(Stored data)
# # # # #

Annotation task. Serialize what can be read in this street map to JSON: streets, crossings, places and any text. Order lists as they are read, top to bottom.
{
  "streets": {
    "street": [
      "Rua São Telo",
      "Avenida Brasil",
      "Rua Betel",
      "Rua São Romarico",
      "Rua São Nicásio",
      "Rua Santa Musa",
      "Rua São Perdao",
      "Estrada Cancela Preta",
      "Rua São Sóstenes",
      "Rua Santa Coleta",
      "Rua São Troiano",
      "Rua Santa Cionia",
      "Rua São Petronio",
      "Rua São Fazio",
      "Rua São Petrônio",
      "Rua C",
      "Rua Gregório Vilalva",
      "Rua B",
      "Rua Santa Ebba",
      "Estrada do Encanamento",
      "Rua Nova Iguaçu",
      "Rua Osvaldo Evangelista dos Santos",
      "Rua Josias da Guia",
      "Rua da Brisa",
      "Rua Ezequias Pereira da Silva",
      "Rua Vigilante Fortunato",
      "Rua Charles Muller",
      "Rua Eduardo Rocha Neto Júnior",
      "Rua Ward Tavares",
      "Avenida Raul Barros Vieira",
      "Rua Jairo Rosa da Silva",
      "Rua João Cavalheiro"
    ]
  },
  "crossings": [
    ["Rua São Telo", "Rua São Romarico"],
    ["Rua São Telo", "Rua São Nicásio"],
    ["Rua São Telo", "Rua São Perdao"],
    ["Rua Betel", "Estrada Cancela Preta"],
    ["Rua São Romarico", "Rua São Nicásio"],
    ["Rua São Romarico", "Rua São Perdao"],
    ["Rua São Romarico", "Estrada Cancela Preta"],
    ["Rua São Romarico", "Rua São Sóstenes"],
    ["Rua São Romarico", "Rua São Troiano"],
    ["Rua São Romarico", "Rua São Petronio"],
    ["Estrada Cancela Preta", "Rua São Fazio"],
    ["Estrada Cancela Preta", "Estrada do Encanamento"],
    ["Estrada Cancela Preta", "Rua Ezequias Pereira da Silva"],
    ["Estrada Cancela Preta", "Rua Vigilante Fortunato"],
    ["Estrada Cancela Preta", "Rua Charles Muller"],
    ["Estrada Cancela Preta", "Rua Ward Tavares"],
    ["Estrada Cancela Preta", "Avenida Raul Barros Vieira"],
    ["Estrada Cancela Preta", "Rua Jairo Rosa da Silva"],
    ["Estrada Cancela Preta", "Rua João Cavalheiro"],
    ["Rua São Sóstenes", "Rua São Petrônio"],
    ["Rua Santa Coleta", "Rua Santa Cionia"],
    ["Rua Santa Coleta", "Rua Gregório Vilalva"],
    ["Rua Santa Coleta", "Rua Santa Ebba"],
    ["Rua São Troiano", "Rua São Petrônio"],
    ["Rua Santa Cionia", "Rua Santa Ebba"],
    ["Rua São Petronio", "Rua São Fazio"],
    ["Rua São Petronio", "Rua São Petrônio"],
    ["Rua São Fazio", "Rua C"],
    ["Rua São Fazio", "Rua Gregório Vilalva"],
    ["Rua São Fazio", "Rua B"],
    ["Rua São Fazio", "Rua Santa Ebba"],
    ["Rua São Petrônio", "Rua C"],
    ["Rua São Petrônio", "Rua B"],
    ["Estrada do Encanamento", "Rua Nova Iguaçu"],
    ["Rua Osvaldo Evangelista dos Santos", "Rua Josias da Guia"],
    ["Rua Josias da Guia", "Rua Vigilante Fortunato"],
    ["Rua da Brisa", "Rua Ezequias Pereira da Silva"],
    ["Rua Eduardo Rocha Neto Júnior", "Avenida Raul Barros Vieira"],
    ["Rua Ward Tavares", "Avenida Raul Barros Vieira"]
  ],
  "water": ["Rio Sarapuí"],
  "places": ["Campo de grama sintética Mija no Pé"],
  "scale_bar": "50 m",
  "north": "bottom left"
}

# # # # #

What to work on — Taking every line of the records above into account, tally those that contain "Encanamento" and give only the total.

Response for this exercise — 3